*What the exercise asks*
Without any pictures, restate the full set of records below exactly.

•••••

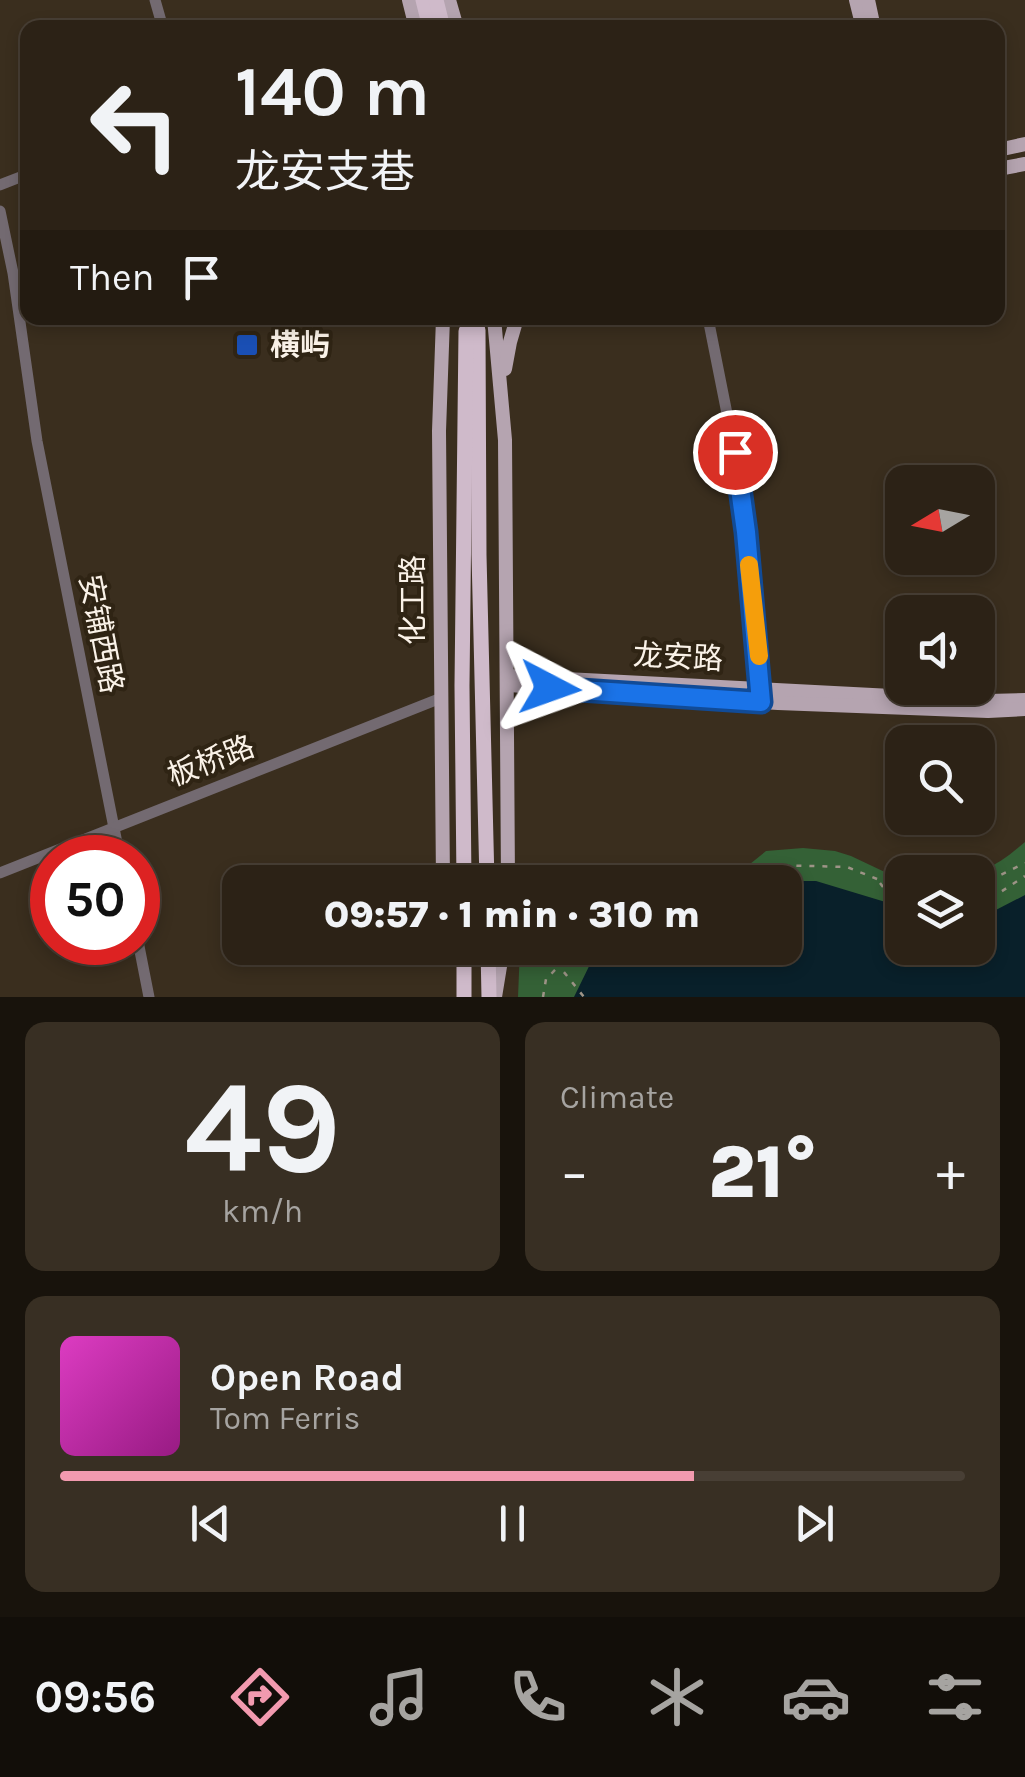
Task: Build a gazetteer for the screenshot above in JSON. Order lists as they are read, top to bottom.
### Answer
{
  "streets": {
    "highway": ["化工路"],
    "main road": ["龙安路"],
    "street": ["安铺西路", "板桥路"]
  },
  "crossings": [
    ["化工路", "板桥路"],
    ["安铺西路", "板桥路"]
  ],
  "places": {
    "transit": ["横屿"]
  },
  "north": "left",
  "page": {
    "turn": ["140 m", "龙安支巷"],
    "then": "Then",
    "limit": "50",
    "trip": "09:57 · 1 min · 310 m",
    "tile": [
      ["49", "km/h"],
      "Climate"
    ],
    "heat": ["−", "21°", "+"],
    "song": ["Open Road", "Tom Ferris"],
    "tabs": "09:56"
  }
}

•••••

*Written response*
Task: Build a gazetteer for the screenshot above in JSON. Order lists as they are read, top to bottom.
### Answer
{
  "streets": {
    "highway": ["化工路"],
    "main road": ["龙安路"],
    "street": ["安铺西路", "板桥路"]
  },
  "crossings": [
    ["化工路", "板桥路"],
    ["安铺西路", "板桥路"]
  ],
  "places": {
    "transit": ["横屿"]
  },
  "north": "left",
  "page": {
    "turn": ["140 m", "龙安支巷"],
    "then": "Then",
    "limit": "50",
    "trip": "09:57 · 1 min · 310 m",
    "tile": [
      ["49", "km/h"],
      "Climate"
    ],
    "heat": ["−", "21°", "+"],
    "song": ["Open Road", "Tom Ferris"],
    "tabs": "09:56"
  }
}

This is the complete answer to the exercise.